Written by Cassius Methyl
“Wage slavery” may be considered an exaggerated phrase for what United States citizens face, to make enough federal reserve notes to pay for housing in an increasingly expensive housing market. However, the situation still places a particularly confusing obstacle in the way of a person forming a complete, clear worldview.
It should humble and sadden Americans to know that Chinese wage slaves are much more literally enslaved, with suicide nets preventing them from quitting their jobs the “final” way, or that Mexican immigrants are often forced to work laborious jobs with little pay in America to feed their families while risking deportation.
However, average Americans are in another kind of indentured servitude that is much more insidious and unique: working 9 to 5 style jobs for large corporations and well established near-monopolies, with little consideration for the longterm socioeconomic impact of supporting such an entity: with little understanding of how the companies may be devastating other parts of the world, or even the U.S.
One of the prime factors in cultivating the “American indoctrination mentality,” if you will, is the fact that Americans working 9 to 5 style jobs don’t have enough time to read or learn about the world on a regular basis. In turn, this enables the American powers that be, and stifles the incredible opportunity at our fingertips if we could just get our minds right.
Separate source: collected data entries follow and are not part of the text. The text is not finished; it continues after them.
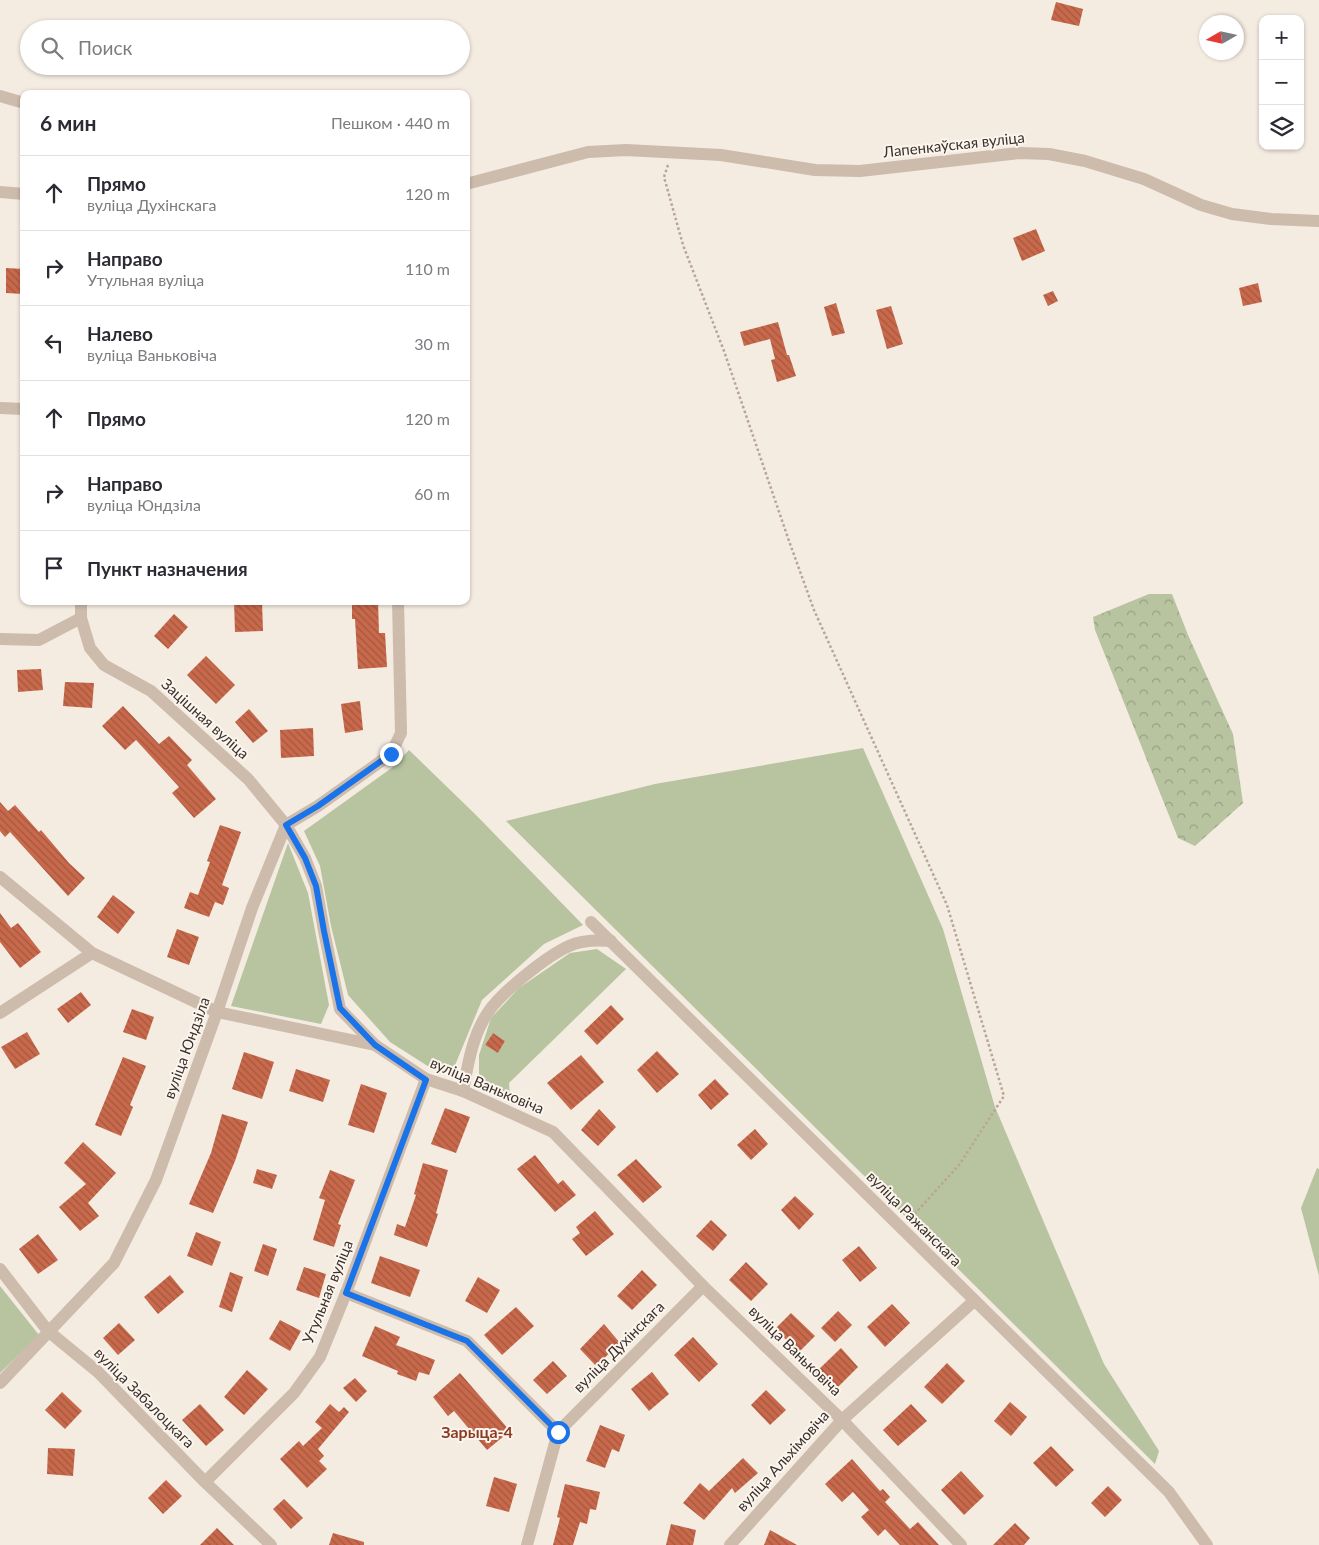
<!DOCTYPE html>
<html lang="ru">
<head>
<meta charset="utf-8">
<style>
	:root { --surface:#fff; --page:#f2f2f3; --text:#2b2b33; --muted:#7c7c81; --line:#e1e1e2 }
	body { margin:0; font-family:Lato,sans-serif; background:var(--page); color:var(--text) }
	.controls { position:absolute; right:15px; top:15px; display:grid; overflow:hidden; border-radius:10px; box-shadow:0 1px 4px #0004 }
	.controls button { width:45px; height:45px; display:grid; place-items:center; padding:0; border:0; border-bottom:1px solid var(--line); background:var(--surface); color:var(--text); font:25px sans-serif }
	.compass { position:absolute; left:1199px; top:15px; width:45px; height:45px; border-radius:50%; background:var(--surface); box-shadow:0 1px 4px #0004; rotate:261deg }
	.stop { position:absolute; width:15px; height:15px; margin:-11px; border:4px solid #1a73e8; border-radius:50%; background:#fff }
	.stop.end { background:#1a73e8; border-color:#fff; box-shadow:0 1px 5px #0008 }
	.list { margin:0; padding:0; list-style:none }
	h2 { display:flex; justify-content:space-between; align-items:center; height:65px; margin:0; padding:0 20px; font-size:21px }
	h2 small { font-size:16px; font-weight:400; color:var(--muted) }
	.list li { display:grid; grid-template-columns:32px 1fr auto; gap:15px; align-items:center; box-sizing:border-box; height:75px; padding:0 20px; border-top:1px solid var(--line) }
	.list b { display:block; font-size:19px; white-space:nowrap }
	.list p { margin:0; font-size:16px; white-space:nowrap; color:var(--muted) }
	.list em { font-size:16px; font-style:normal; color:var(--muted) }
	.icon { flex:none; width:28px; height:28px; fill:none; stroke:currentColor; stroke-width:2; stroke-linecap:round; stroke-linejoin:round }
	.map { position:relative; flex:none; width:1319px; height:1545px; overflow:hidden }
	.search { position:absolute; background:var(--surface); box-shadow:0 1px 4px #0004; left:20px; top:20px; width:450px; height:55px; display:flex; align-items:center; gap:12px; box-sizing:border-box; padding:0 18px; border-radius:28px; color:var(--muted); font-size:19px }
	.panel { position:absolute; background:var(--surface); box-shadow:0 1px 4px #0004; left:20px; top:90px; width:450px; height:515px; border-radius:10px }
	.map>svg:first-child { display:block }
	.grass { fill:#b8c4a0; fill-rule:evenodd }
	.forest { fill:url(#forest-crowns) }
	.building { fill:url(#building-back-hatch) }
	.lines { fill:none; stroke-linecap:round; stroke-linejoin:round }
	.path { stroke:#b9a596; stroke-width:2.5; stroke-dasharray:2.5 2.5; stroke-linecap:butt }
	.minor { stroke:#cdbbac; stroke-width:12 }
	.route { stroke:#1a73e8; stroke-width:6 }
	.labels { text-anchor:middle; stroke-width:4; stroke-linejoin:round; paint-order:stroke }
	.street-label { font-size:15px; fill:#3b302b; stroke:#fbf5ee }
	.neighbourhood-label { font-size:16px; font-weight:bold; fill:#8c3b22; stroke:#fbf5ee }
</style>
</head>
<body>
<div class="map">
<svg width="1319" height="1545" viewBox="0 0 1319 1545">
	<defs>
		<pattern id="forest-crowns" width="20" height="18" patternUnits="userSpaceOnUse" patternTransform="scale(1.25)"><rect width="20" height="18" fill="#b8c4a0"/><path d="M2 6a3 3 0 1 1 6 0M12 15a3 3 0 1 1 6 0" fill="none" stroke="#97a083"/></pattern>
		<pattern id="building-back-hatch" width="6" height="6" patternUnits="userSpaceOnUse" patternTransform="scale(1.25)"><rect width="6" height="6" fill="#c8694b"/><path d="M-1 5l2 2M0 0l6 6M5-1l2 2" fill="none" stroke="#a4573f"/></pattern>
	</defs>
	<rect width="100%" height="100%" fill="#f4ebe1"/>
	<!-- grass -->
	<g class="grass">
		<polygon points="863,748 943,929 995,1107 1104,1364 1159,1451 1155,1464 506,821 655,784"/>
		<polygon points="409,750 478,817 583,925 544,944 482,1000 453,1070 437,1072 390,1042 348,995 331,926 320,866 304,831 393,767"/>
		<polygon points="288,843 308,893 329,1005 321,1024 231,1006"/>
		<path d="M597,949L626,969L509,1083L510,1097L491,1090L479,1079V1055L491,1018L519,988L570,953ZM493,1033L505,1041L498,1053L485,1045Z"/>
		<polygon points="1317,1168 1319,1169 1319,1276 1301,1208"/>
		<polygon points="0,1286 39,1335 0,1373"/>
	</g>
	<!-- forest -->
	<polygon class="forest" points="1149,594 1172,594 1188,635 1233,734 1243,803 1195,846 1178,838 1095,630 1093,617"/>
	<!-- building -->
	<g class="building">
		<polygon points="1056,2 1083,9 1079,26 1051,20"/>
		<polygon points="1036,229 1045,251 1022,261 1013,238"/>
		<polygon points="6,268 24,269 24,294 6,293"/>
		<polygon points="1258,283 1262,302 1243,306 1239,288"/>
		<polygon points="1053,291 1058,301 1048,306 1043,295"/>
		<polygon points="836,303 845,333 832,336 824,307"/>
		<polygon points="891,306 903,344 887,349 876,310"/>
		<polygon points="778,322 787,355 789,355 796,376 777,382 771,360 775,359 770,339 744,346 740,332"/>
		<polygon points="234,601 262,601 263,631 235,632"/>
		<polygon points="352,601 378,601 379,633 385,633 387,667 358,669 355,619 352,619"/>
		<polygon points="174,614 188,627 168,649 154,636"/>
		<polygon points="206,656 235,685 216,704 187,675"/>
		<polygon points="41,669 43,690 18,692 17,670"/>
		<polygon points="65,682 94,683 92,708 63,706"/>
		<polygon points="360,701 363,730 345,733 341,704"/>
		<polygon points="123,706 159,744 169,736 192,760 187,765 216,799 194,818 172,793 179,787 136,740 125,750 102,726"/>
		<polygon points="249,709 268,731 253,743 235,722"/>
		<polygon points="313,728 314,756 281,758 280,730"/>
		<polygon points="0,802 8,811 15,805 39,832 41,830 69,863 85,878 68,896 10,832 5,837 0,831"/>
		<polygon points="220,825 241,832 222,885 229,888 223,905 215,902 209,917 184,908 190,892 198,895 210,862 207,861"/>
		<polygon points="113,895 135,912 118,934 97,917"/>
		<polygon points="0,913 11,928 18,923 41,952 20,968 0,942"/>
		<polygon points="177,929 199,937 189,965 167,957"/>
		<polygon points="81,992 91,1005 68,1023 57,1009"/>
		<polygon points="611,1005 624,1019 597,1045 584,1031"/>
		<polygon points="132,1009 154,1017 146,1040 123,1032"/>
		<polygon points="27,1032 40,1054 15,1069 1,1047"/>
		<polygon points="493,1033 505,1041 498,1053 485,1045"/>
		<polygon points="657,1051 679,1074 657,1093 637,1070"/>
		<polygon points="244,1052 274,1062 262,1099 232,1089"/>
		<polygon points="581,1055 604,1082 571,1110 547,1083"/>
		<polygon points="123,1057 146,1066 130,1105 133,1107 121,1136 95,1125"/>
		<polygon points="296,1069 330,1080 323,1102 289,1091"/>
		<polygon points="715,1079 729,1094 711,1110 698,1095"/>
		<polygon points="361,1084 387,1093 374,1133 348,1125"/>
		<polygon points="445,1108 470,1117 456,1153 431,1144"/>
		<polygon points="599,1109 616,1127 598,1146 581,1130"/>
		<polygon points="222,1114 248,1122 235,1161 213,1213 189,1204 211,1153"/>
		<polygon points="755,1129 768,1144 751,1160 737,1145"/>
		<polygon points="83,1142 116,1173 88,1203 99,1216 80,1231 59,1207 86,1184 64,1163"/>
		<polygon points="535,1155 558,1184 563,1180 576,1195 555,1212 517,1169"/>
		<polygon points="636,1159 662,1187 643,1203 617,1175"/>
		<polygon points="423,1163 448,1170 436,1213 438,1214 427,1247 394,1235 397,1224 405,1227 416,1195 414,1194"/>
		<polygon points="257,1169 277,1175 272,1189 253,1183"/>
		<polygon points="330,1170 355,1180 338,1224 341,1225 334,1247 313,1240 325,1200 319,1198"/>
		<polygon points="795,1196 814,1214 799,1230 781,1210"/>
		<polygon points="595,1211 614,1234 586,1256 572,1239 580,1233 576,1227"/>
		<polygon points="711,1220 727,1235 713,1251 696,1236"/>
		<polygon points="196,1232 221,1242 212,1266 187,1256"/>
		<polygon points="38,1234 58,1260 38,1274 19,1249"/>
		<polygon points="263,1244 277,1249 268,1276 254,1271"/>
		<polygon points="859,1246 877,1268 860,1282 842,1260"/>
		<polygon points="380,1256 420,1270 410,1297 371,1283"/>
		<polygon points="746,1262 768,1284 751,1301 729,1280"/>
		<polygon points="304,1267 326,1274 319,1298 296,1290"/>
		<polygon points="642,1270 657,1285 632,1310 617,1296"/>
		<polygon points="230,1272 243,1277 232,1312 219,1307"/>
		<polygon points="170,1275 184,1292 158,1314 144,1297"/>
		<polygon points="478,1277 500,1290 487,1313 465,1301"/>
		<polygon points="892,1304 910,1323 885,1347 867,1327"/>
		<polygon points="516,1307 534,1326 502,1355 484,1335"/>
		<polygon points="838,1311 852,1325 835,1342 821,1328"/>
		<polygon points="791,1313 815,1336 799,1352 775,1329"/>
		<polygon points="280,1320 301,1331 290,1351 269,1339"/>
		<polygon points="119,1323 135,1340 118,1355 103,1338"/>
		<polygon points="604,1324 620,1343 596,1366 580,1349"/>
		<polygon points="375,1326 400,1337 396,1345 435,1360 429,1375 419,1372 416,1381 397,1374 398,1371 362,1356"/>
		<polygon points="693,1337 718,1364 699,1382 674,1355"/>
		<polygon points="841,1348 858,1367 833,1392 815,1373"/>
		<polygon points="553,1361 567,1376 547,1394 533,1380"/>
		<polygon points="947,1363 965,1381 942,1404 924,1387"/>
		<polygon points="247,1370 268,1389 244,1415 224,1397"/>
		<polygon points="652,1372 669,1394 649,1411 631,1389"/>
		<polygon points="460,1373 510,1431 487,1450 454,1411 448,1416 433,1397"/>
		<polygon points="355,1378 367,1391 356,1402 343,1388"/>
		<polygon points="766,1390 786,1410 770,1425 751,1405"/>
		<polygon points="62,1392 82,1411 65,1429 45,1410"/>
		<polygon points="1010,1402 1027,1417 1011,1436 994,1421"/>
		<polygon points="200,1404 224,1430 206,1446 182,1420"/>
		<polygon points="330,1404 339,1412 344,1407 349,1412 318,1449 324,1456 319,1461 327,1469 307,1488 280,1459 299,1441 303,1446 322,1428 315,1422"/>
		<polygon points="911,1404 927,1421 898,1446 883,1430"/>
		<polygon points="600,1425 625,1435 619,1452 612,1449 605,1468 586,1461"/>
		<polygon points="1051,1446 1074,1470 1056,1487 1033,1463"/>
		<polygon points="48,1448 75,1449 73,1476 47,1474"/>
		<polygon points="743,1458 758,1473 735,1493 732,1488 704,1520 683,1503 700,1483 709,1491"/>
		<polygon points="852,1459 880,1491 883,1489 890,1497 885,1502 910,1529 918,1522 939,1545 900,1545 885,1529 878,1536 861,1517 869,1510 853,1492 842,1502 825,1484"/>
		<polygon points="961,1471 984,1496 964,1515 941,1490"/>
		<polygon points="494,1477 517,1484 509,1512 486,1506"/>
		<polygon points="166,1480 182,1496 163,1514 148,1498"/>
		<polygon points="565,1484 600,1492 596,1510 590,1509 587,1524 580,1522 573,1545 553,1545 560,1518 557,1517"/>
		<polygon points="1108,1486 1122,1500 1105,1517 1091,1503"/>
		<polygon points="284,1499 303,1518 291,1529 273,1509"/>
		<polygon points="1015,1523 1030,1538 1024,1545 993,1545"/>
		<polygon points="671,1524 696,1530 693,1545 666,1545"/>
		<polygon points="217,1528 234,1545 200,1545"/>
		<polygon points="770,1530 797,1545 764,1545"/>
		<polygon points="333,1533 364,1542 364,1545 329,1545"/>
	</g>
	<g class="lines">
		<!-- path -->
		<polyline class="path" points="668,165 664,177 683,245 724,351 789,541 814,610 947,905 1004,1096 959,1165 910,1219"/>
		<!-- minor -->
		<g class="minor">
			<polyline points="0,96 24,103"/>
			<polyline points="466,184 588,152 626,150 721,155 815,170 860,171 1019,153 1049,154 1085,161 1144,179 1201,205 1232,214 1271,219 1319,221"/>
			<polyline points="0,192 24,194"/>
			<polyline points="0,408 24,409"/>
			<polyline points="81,601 81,618 90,648 104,665 151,691 248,779 286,825 305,858 316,886 324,931 340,1009 375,1045"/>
			<polyline points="0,639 39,640 81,618"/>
			<polyline points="0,877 92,953 217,1012 375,1045 426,1079 463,1091 553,1132 703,1286 842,1420 961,1545"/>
			<polyline points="591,922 1169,1492 1207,1545"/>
			<polyline points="0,1013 92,953"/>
			<path d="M463,1091C468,1064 472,1037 487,1014C500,993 547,956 569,946C582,940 597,940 611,941"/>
			<polyline points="0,1269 48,1331 98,1372 205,1482 271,1545"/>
			<polyline points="346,1293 467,1341 558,1432"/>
			<polyline points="0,1383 114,1263 156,1180 217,1012 252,908 286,825 318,806 391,754 401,733 398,601"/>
			<polyline points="205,1482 294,1393 320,1357 346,1293 426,1079"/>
			<polyline points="527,1545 558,1432 703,1286"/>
			<polyline points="730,1545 842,1420 974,1301"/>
		</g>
	</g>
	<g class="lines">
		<!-- route -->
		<polyline class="route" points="391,754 318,806 286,825 305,858 316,886 324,931 340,1008 375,1045 426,1080 346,1293 467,1341 558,1432"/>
	</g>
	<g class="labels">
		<!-- street labels -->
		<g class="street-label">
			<text transform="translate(954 145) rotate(-6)" y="5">Лапенкаўская вуліца</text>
			<text transform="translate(205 719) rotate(42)" y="5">Зацішная вуліца</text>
			<text transform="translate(187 1048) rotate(-70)" y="5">вуліца Юндзіла</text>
			<text transform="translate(487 1086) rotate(23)" y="5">вуліца Ваньковіча</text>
			<text transform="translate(914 1219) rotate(45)" y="5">вуліца Ражанскага</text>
			<text transform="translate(328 1292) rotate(-68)" y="5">Утульная вуліца</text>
			<text transform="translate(619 1347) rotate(-45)" y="5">вуліца Духінскага</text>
			<text transform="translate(795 1351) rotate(44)" y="5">вуліца Ваньковіча</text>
			<text transform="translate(144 1398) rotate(45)" y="5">вуліца Забалоцкага</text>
			<text transform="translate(783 1461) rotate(-48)" y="5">вуліца Альхімовіча</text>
		</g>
		<!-- neighbourhood labels -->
		<g class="neighbourhood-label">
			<text x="477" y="1438">Зарыца-4</text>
		</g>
	</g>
</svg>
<div class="controls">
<button>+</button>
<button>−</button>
<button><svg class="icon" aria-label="layers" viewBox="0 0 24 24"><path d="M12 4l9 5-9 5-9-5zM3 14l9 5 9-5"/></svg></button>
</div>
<svg class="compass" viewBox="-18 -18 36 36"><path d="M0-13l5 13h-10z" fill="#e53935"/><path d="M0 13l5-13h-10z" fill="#7c7c81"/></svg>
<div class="stop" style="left:558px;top:1432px"></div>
<div class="stop end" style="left:391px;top:754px"></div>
<div class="search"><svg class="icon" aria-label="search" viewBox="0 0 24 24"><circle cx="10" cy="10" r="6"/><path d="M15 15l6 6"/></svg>Поиск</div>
<section class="panel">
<h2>6 мин<small>Пешком · 440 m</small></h2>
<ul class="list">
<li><svg class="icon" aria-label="ahead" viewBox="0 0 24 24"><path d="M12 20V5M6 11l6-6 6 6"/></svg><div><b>Прямо</b><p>вуліца Духінскага</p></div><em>120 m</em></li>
<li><svg class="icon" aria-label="right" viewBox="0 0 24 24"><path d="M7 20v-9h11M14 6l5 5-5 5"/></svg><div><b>Направо</b><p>Утульная вуліца</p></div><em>110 m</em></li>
<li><svg class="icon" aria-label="left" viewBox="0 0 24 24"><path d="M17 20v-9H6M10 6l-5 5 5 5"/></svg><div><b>Налево</b><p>вуліца Ваньковіча</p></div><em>30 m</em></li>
<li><svg class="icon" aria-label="ahead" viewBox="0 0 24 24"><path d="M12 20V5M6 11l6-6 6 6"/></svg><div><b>Прямо</b></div><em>120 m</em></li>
<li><svg class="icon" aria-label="right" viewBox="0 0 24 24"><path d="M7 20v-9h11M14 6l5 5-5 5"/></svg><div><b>Направо</b><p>вуліца Юндзіла</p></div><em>60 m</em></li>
<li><svg class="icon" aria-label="arrive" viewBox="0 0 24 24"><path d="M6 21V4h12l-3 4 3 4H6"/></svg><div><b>Пункт назначения</b></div></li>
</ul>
</section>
</div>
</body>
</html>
People who work laborious jobs, for instance Mexican immigrants, at least have a hardened sense for labor and are humbled by that experience. It’s the same type of humble you might find in a Cuban person, or a man from Pakistan: without making broad generalizations, there’s a kind of “sense” instilled in people who have had it really rough.
The people who have had it just easy enough to graduate high school, secure a 9 to 5 style job, and retire to their couches to indulge in substance-less television every night are following a route set out to render them docile and uneducated. To a foreigner, it must be such an incredible waste of opportunity.
An “education” is certainly not necessarily a college degree: an education is derived from hours of work every single day experiencing real life. It could be derived from doing recreational research on the internet for an hour a day, or seeking out sources of daily info.
An education could be derived from simply challenging oneself to finding a new, genuinely educational documentary to watch every day instead of a television program with little educational value.
The point of this article is to say that human beings require real education: human beings require spending hours every day having real life experience, doing things, learning trades, crafts and skills.
The point is, there are certain mental practices and social obligations we neglect as Americans. Many would say that it’s purposefully constructed this way to keep the population docile enough for this whole “system” to work.
We have to keep hunting for dollars, squandering any chance of using our relative (but decreasing) freedom and prosperity to make a better future.
Whether you believe it is kind of constructed, or the pieces just fell together like this, the bottom line is we are not taking advantage of the internet, of this vast wealth of knowledge right at our fingertips, like we could if we gave it our best.
Let’s give it our best. Let’s use technology to our greatest capacity and challenge ourselves to learn something new every single day, regardless of how many hours we have to work.